Kimin yanında olursa “iyi” olur?
“Benim yanımda”!
Karşıma geçerse “kötü” olur!
O vakit, “içişlerimize karışan”, “karıştıran”, “komplo kuran” bir “Batı” olur!
Lâkin daha hiçbir resmî sıfatın olmadığı halde ABD Başkanı Bush’la görüşürken…
Seçim kampanyalarında, AKP için sayfalar, ekranlar dolusu övgüler düzülürken…
Beyaz Saray’da “hatırlı misafir” olarak ağırlanırken…
Silivri davalarında, sanıkların aleyhine duruş sergilerken…
Brüksel’de, Roma’da Avrupalı liderlerle “aile fotoğrafları” çektirilirken…
Papa heykeli önünde, AB bayraklı masada Gül-Erdoğan ikilisi AB Anayasasına imza atarken ve bu, büyük bir “zafer” olarak halka iri puntolarla sunulurken…
Avrupa Birliği’yle işler gayet iyi, gayet “uyumlu” giderken…
Onlarla ahenk içinde olmak için emrettikleri düzenlemeleri yaparken…
Bu ahenk en üst düzeye çıksın, AB’ne süratle eklemlenelim diye “Avrupa Birliği’nden sorumlu bakanlık” ihdas edilir ve buraya atama yapılırken…
AKP iktidarının icraatları, hele “açılım”ları, “çözüm süreçleri”, “terörle müzakereleri” ağız dolusu övülürken pek güzeldi…
Pek hoştu!
Batı, Türk’e, Müslüman’a dosttu!
Komplo falan kurmuyordu!
Doğruları yazıyor, söylüyor, savunuyordu!
x x x
Şimdi, aynı Batı;
Gençleri dinlemek lâzım dediğinde…
Gösteriler demokratik hakkın kullanımıdır dediğinde…
Devlet aşırı güç kullanmasın uyarısı yaptığında…
Televizyonları, taksim’den canlı yayınlar yaptıklarında…

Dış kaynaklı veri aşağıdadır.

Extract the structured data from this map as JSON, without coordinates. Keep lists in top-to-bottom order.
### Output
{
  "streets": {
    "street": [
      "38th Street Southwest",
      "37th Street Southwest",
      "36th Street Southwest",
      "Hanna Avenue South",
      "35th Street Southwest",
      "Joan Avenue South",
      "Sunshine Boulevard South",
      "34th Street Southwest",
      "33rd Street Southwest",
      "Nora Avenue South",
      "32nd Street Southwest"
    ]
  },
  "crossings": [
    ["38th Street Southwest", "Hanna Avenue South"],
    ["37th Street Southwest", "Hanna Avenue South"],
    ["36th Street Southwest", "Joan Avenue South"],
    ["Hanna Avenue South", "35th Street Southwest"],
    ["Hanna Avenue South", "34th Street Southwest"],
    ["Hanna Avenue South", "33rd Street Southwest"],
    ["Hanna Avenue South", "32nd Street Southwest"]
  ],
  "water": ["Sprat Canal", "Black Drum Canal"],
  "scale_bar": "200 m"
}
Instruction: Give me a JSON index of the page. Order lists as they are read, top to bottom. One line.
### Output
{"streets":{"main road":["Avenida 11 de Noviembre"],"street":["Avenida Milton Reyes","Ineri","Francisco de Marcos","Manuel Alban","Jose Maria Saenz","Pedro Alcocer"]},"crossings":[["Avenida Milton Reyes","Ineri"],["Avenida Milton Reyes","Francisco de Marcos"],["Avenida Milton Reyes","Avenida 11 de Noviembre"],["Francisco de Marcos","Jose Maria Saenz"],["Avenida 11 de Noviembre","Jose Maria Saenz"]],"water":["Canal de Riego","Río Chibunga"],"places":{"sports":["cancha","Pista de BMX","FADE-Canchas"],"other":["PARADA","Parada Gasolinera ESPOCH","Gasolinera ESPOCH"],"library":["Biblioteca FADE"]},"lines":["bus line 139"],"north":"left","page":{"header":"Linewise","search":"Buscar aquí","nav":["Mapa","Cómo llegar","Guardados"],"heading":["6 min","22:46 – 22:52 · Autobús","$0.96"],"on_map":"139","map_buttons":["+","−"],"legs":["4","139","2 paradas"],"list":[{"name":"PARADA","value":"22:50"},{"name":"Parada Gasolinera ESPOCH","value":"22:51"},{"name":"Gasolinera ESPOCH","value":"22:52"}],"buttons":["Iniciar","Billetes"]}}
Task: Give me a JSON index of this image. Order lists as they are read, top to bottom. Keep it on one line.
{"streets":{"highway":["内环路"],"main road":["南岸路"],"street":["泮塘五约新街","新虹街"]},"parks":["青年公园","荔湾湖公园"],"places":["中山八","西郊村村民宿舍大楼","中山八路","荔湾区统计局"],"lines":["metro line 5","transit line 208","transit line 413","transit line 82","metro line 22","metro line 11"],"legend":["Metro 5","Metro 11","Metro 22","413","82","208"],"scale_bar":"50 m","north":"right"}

Demokratik taleplere destek verdiklerinde…
Hele, Anayasalarını imza ederek kabul ettiğiniz AB Parlamentosu sizi kınama kararı aldığında;
Karşınıza geçmiş,
Düşmanca hareket etmiş,
Komplo yapmış oluyor, öyle mi?
Yahu, sizin oralarda insafın hiç namı yok mu?
Hem, “Buralar, aynı zamanda NATO toprağıdır.” diyen siz değil miydiniz?
x x x
KİMSE KİMSEYE KARIŞMASIN
Batı’nın, bizim işlerimize karışmasından öteden beri rahatsızım…

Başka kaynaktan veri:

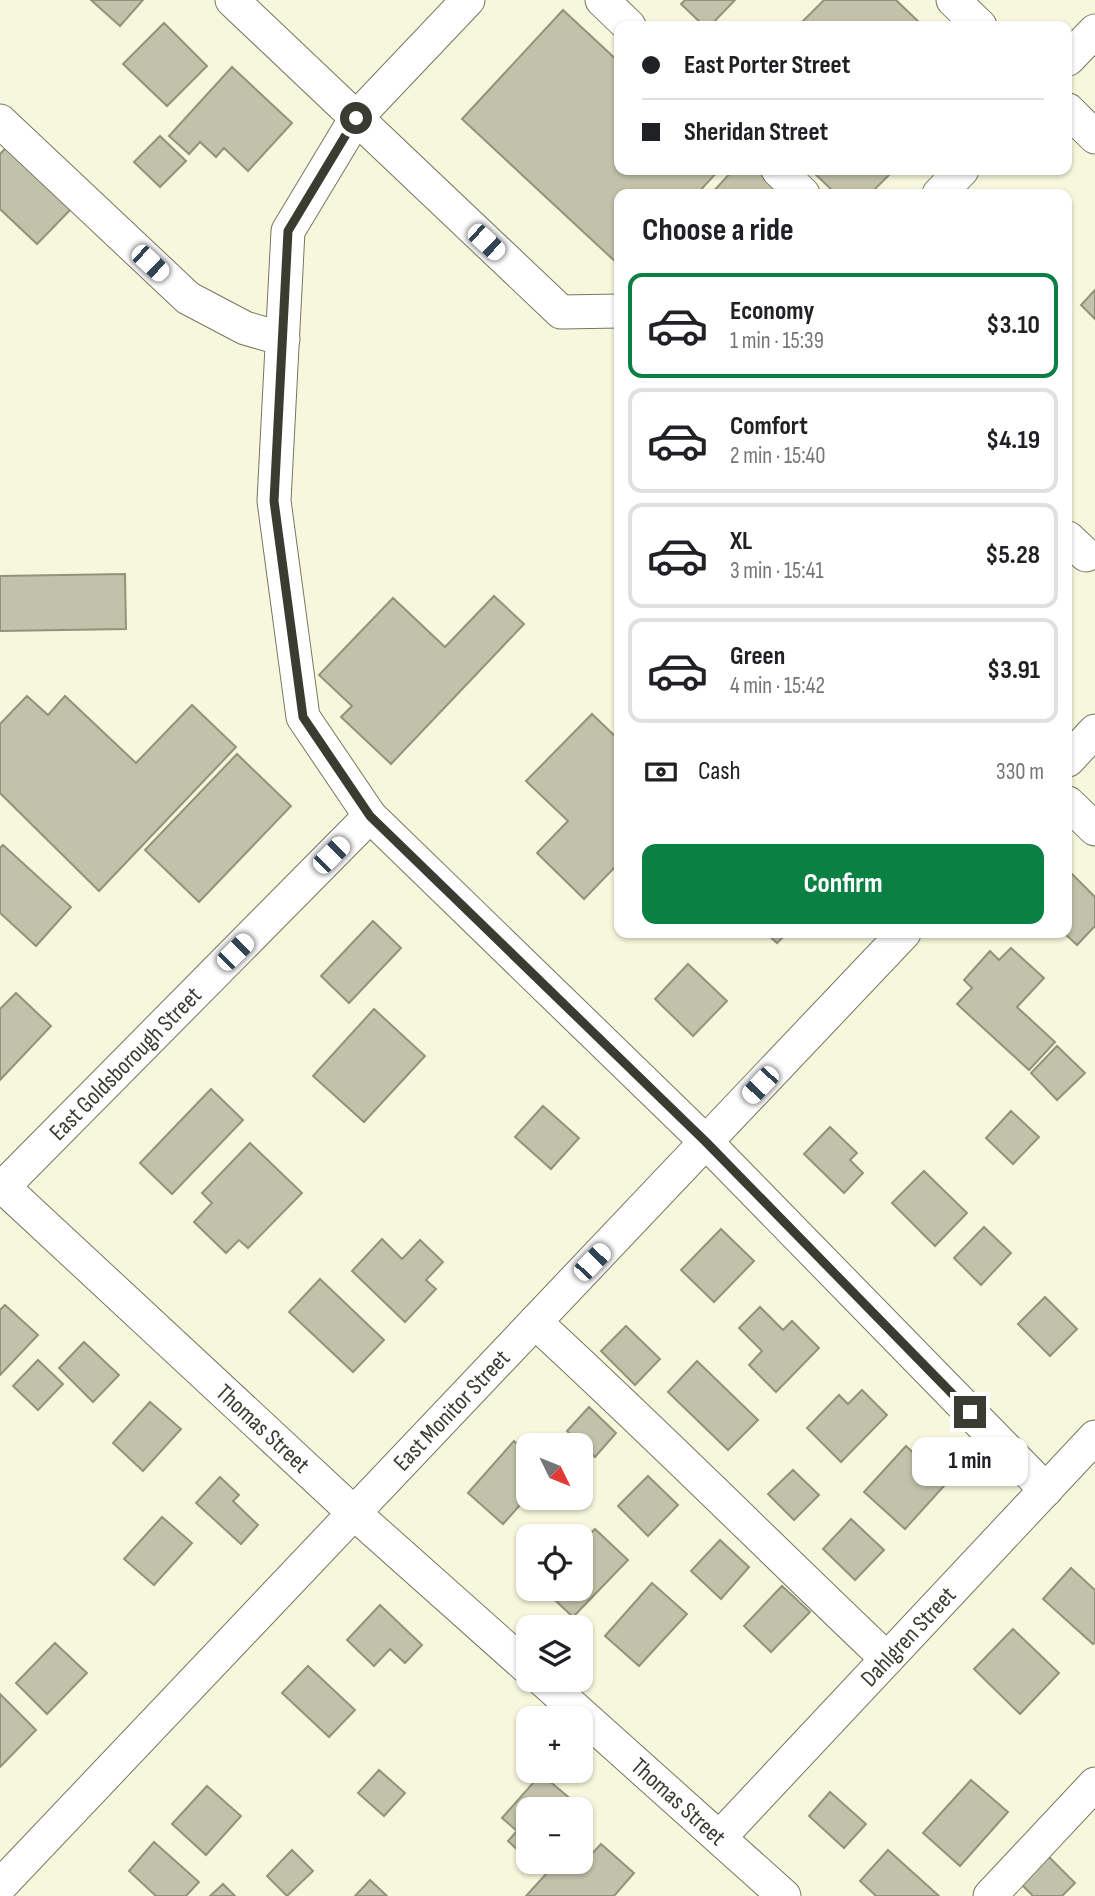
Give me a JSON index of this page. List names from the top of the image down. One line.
{"streets":{"street":["East Goldsborough Street","East Monitor Street","Thomas Street","Dahlgren Street"]},"crossings":[["East Goldsborough Street","Thomas Street"],["East Monitor Street","Thomas Street"],["Thomas Street","Dahlgren Street"]],"north":"bottom right","page":{"banner":["East Porter Street","Sheridan Street"],"heading":"Choose a ride","list":[{"name":"Economy","note":"1 min · 15:39","value":"$3.10"},{"name":"Comfort","note":"2 min · 15:40","value":"$4.19"},{"name":"XL","note":"3 min · 15:41","value":"$5.28"},{"name":"Green","note":"4 min · 15:42","value":"$3.91"}],"pay":["Cash","330 m"],"buttons":"Confirm","map_buttons":["+","−"],"bubble":"1 min"}}
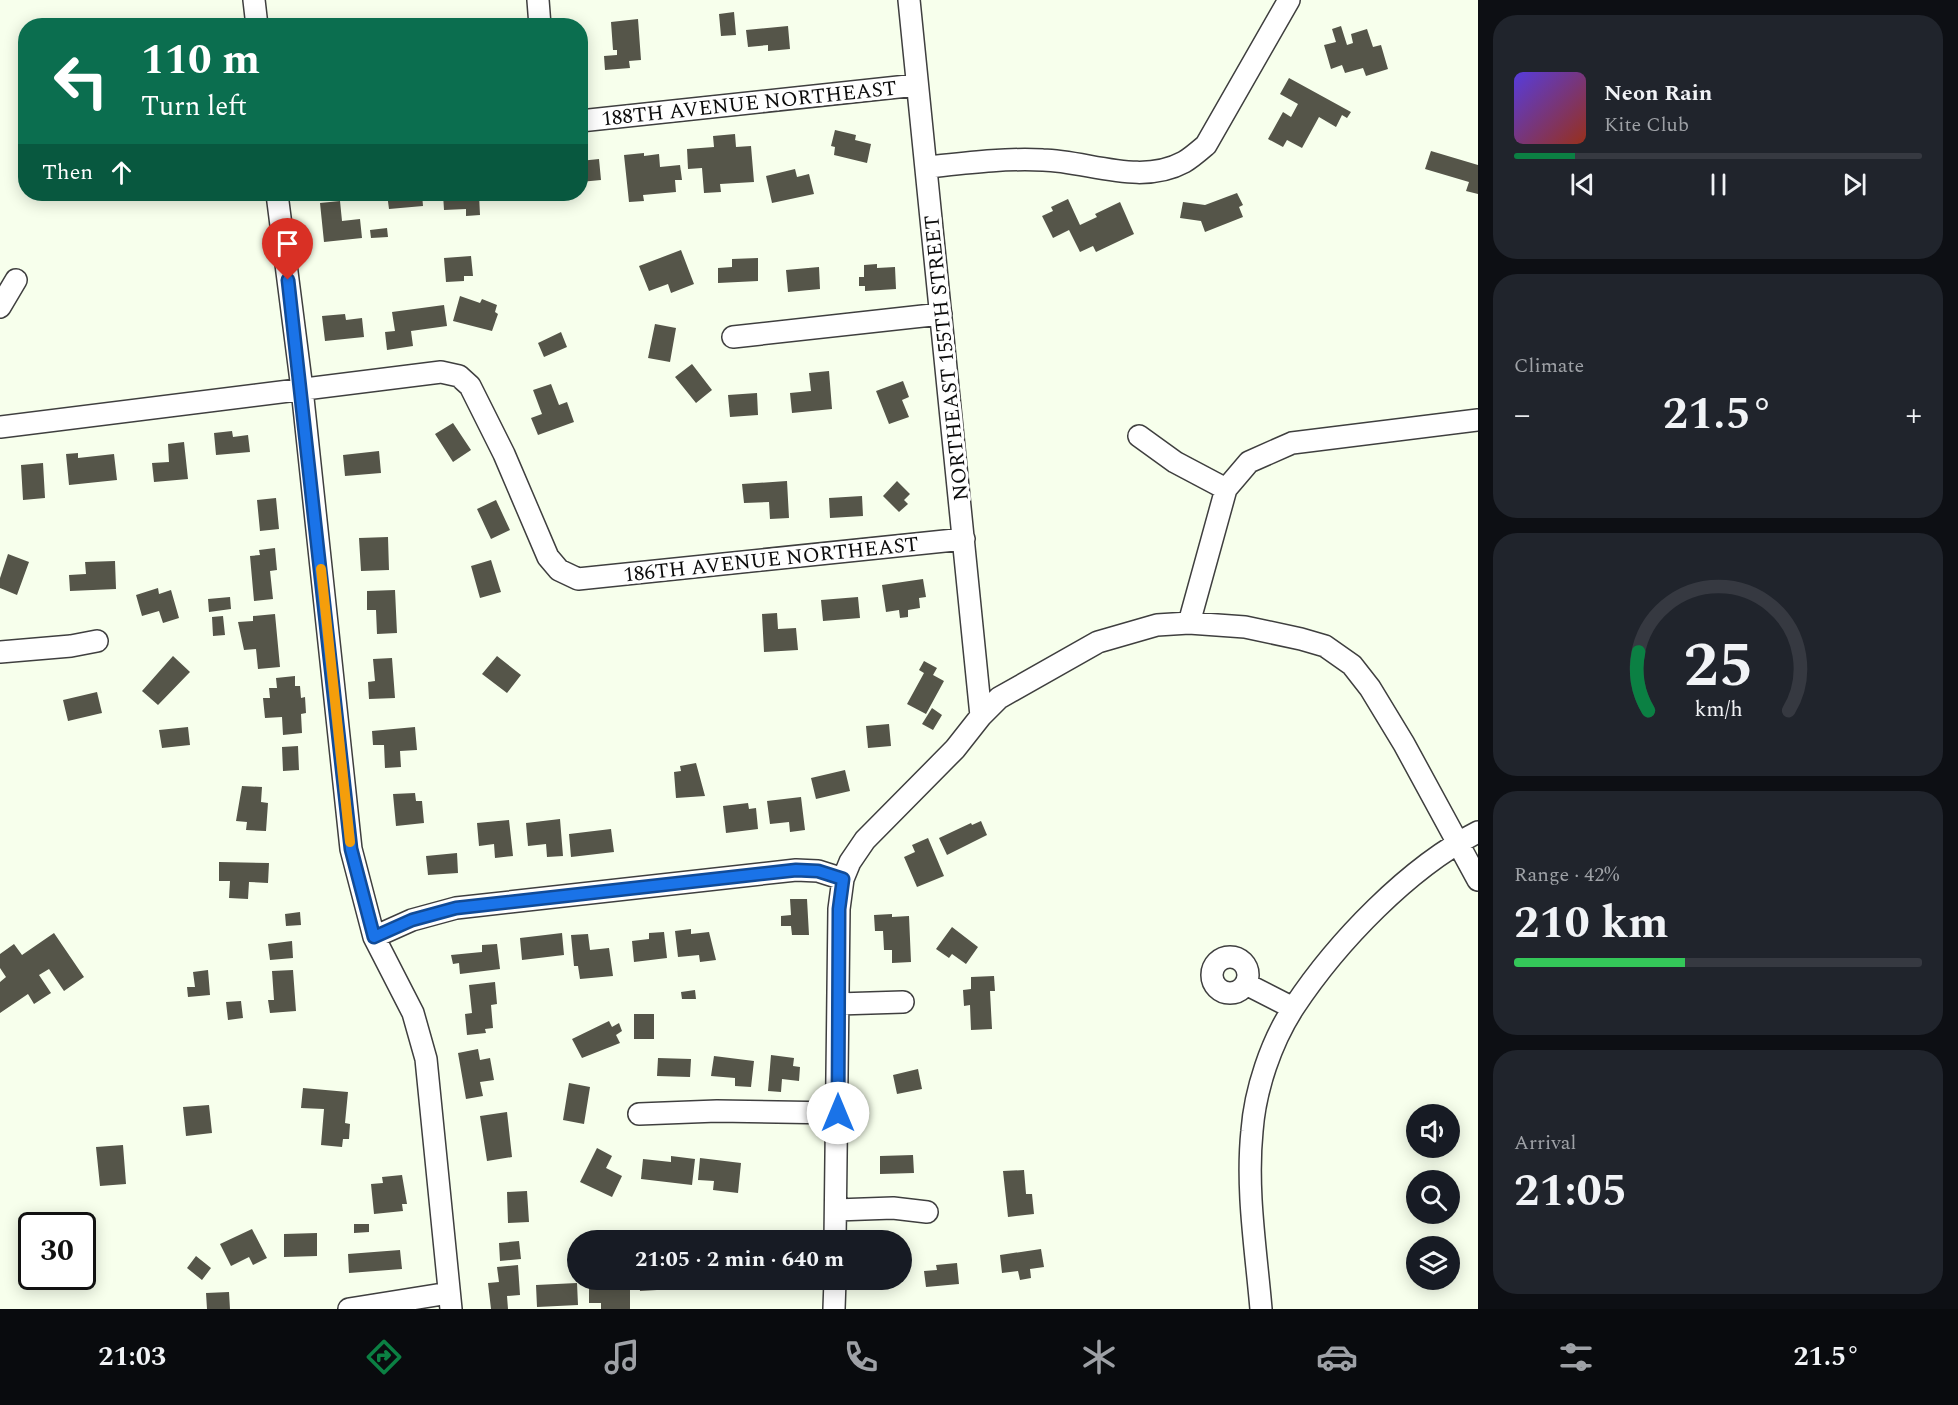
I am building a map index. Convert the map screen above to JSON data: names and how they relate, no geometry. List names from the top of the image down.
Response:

Bir muhalif olduğum halde, şimdi, Batı’nın, iktidarın karşısında olması benim hoşuma gitmez. Bizim işimize kimse karışmasın… Biz kendi işimizi, kendimiz hallederiz.
Lâkin bu arada, insan sormadan geçemiyor:
Türkiye, başka ülkelerin içişlerine hiç karışmıyor mu?
Misâl, yıllardır “Esad gitmeli!” diye dünyayı ayağa kaldıran kim?
Bu, Suriye’nin içişlerine karışmak olmuyor muydu?
Dersimizi aldık mı?
Kendi işlerine karışılmasını istemeyenler, başkasının işlerine burnunu sokmamalılar!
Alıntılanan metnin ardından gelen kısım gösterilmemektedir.